WHAT IS BEING ASKED:
Could you copy each line of the listing below that has the word "image"?

PROVIDED RECORDS:

==*==

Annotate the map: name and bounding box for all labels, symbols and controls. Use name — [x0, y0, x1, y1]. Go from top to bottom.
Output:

==*==

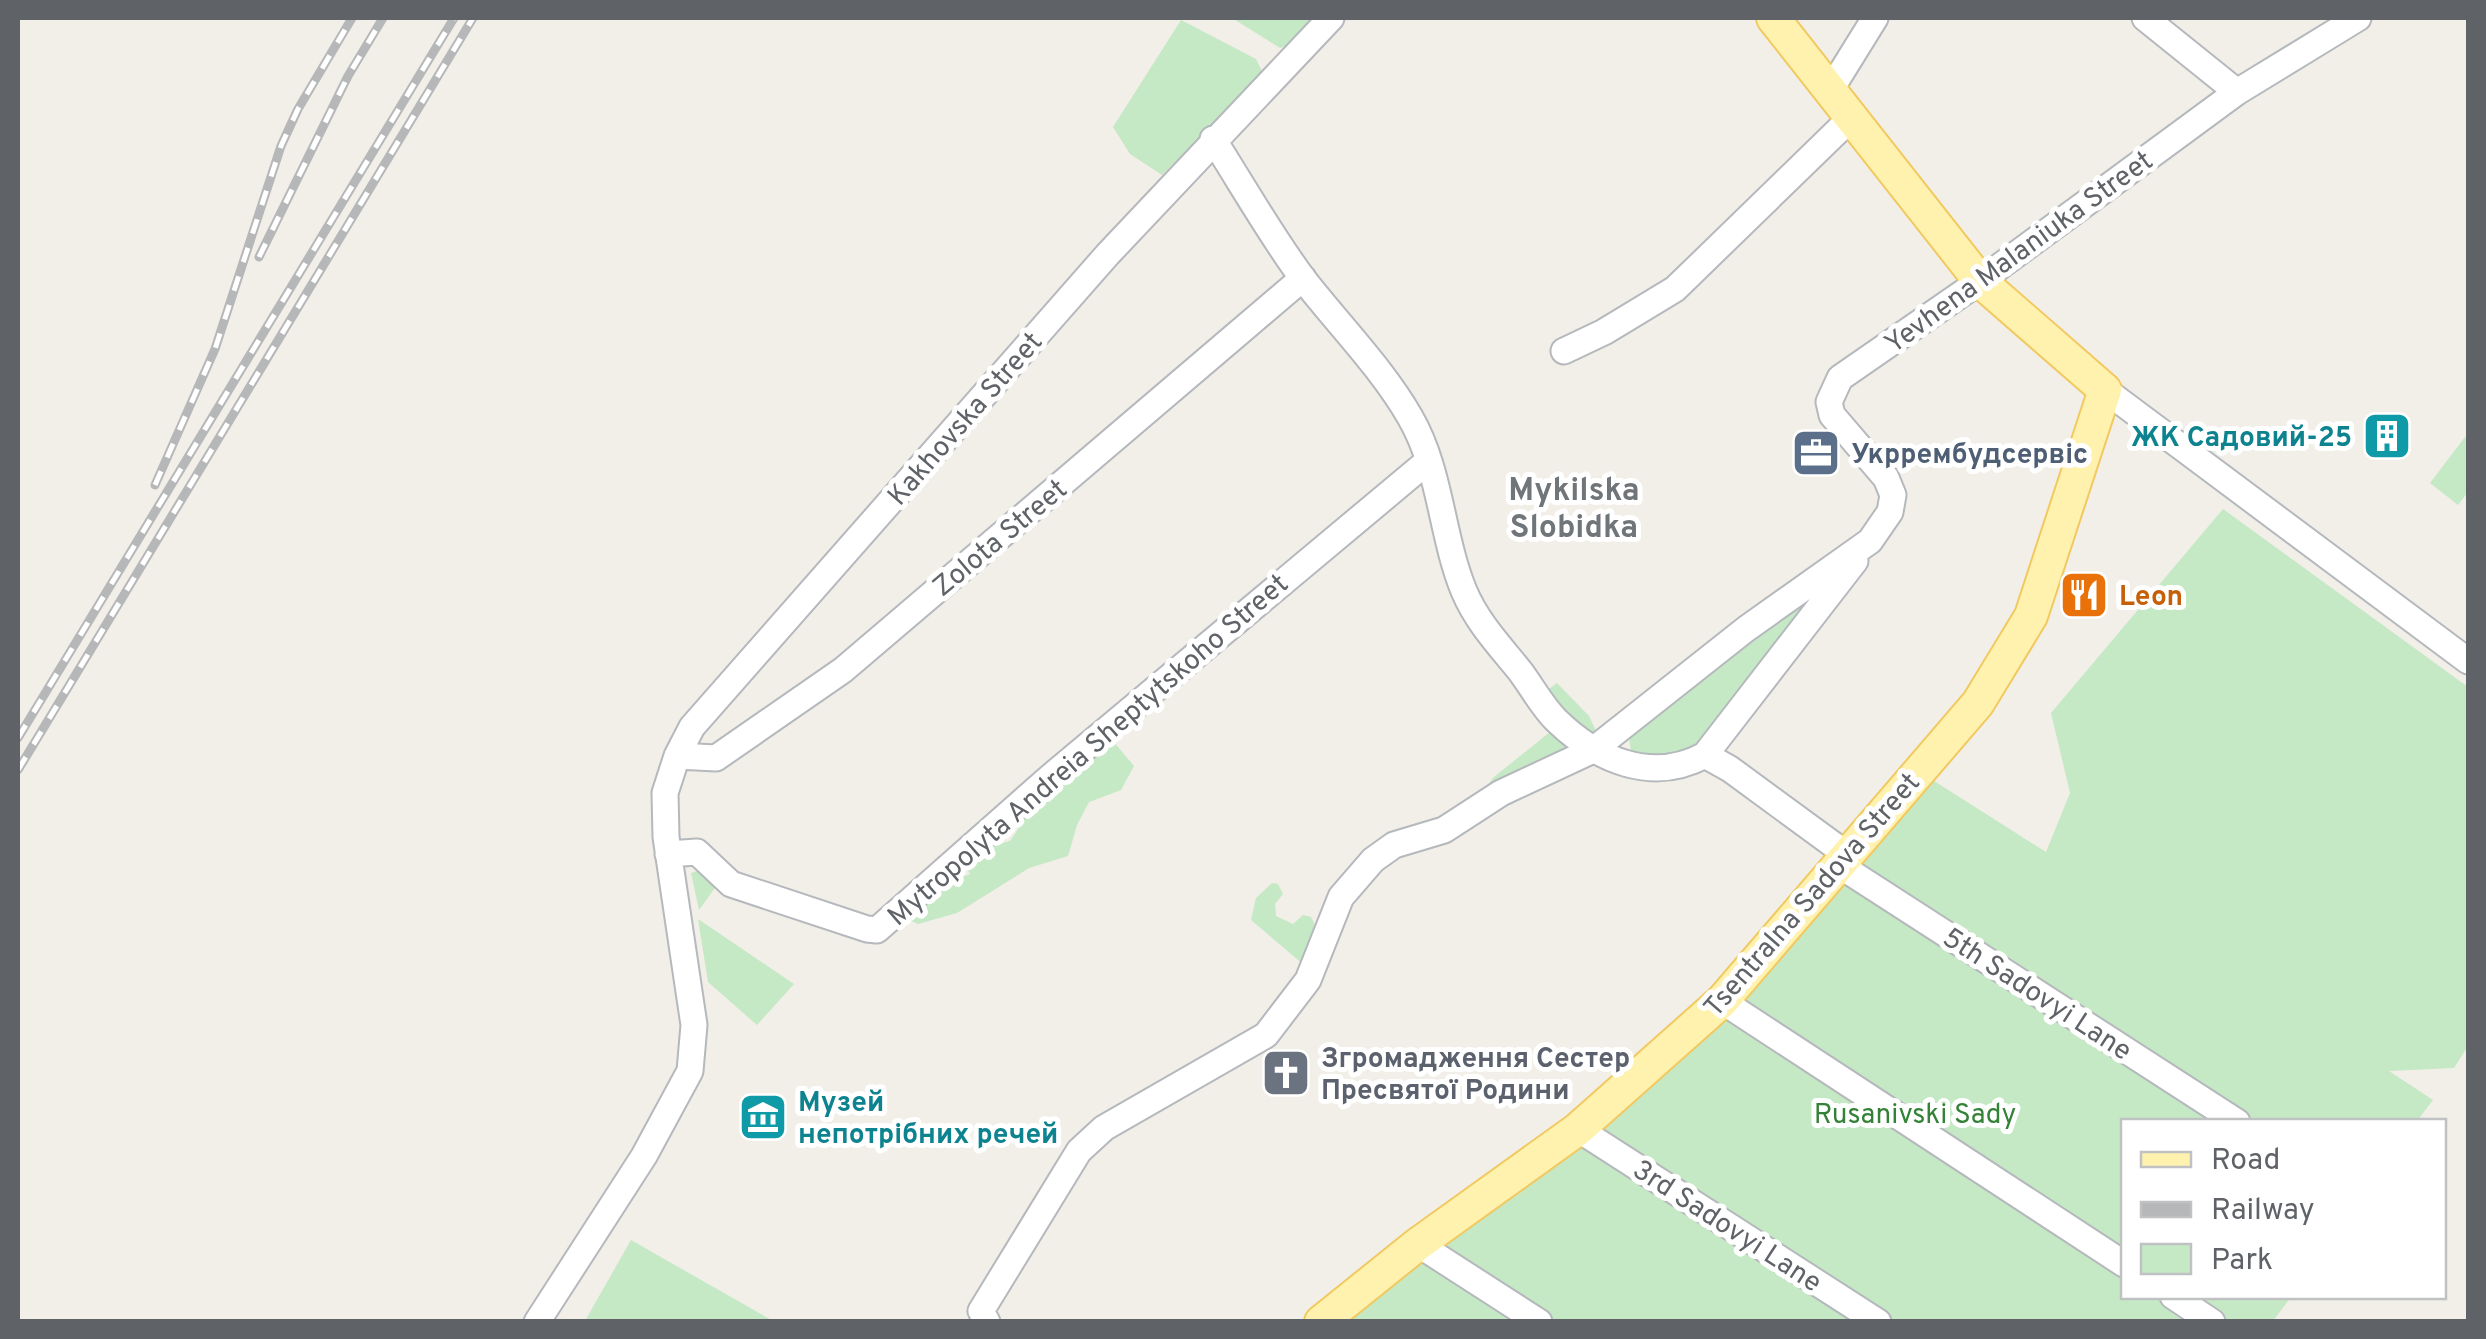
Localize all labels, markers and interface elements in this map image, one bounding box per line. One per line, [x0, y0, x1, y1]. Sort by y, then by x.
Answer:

==*==

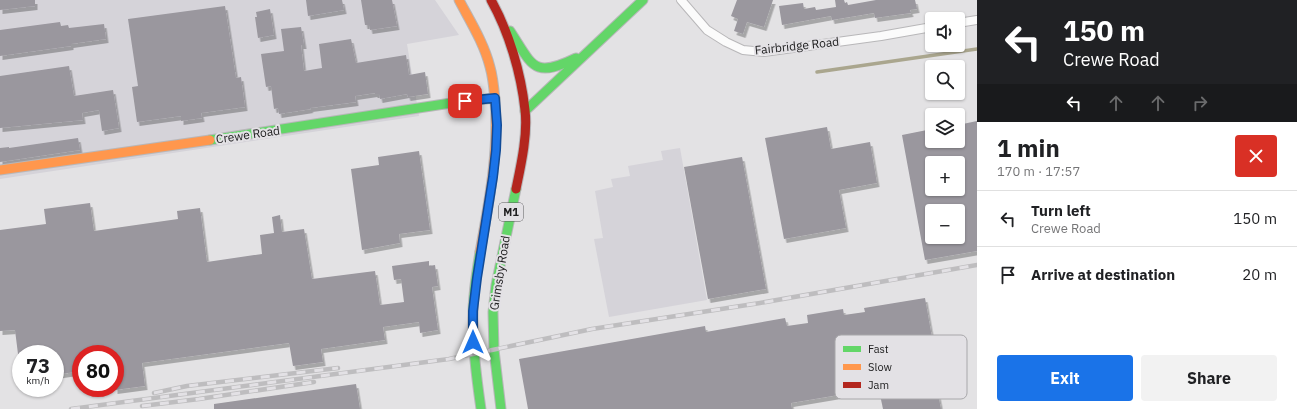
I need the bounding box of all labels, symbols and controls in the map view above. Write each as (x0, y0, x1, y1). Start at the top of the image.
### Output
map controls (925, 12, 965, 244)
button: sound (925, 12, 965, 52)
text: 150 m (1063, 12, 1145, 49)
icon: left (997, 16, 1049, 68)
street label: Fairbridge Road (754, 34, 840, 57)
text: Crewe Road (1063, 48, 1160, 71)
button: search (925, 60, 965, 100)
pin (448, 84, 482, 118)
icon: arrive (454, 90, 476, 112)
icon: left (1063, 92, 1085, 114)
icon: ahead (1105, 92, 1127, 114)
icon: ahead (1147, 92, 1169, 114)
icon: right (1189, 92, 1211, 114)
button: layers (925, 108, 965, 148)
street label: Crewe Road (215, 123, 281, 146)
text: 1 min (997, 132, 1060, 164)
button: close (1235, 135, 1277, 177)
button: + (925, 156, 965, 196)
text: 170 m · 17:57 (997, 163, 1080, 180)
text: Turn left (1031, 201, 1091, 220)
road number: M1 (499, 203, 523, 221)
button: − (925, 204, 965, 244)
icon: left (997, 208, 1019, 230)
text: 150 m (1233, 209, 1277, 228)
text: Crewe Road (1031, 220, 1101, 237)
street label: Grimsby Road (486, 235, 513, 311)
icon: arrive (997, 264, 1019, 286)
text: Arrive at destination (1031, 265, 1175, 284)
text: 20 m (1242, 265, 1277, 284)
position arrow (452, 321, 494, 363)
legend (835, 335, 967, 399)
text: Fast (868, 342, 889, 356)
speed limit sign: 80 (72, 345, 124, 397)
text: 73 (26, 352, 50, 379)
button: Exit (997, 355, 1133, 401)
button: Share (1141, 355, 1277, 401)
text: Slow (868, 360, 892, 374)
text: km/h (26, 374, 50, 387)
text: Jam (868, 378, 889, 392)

==*==

ANSWER SPACE:
Localize all labels, markers and interface elements in this map image, one bounding box per line. One per line, [x0, y0, x1, y1]. Sort by y, then by x.
I need the bounding box of all labels, symbols and controls in the map view above. Write each as (x0, y0, x1, y1). Start at the top of the image.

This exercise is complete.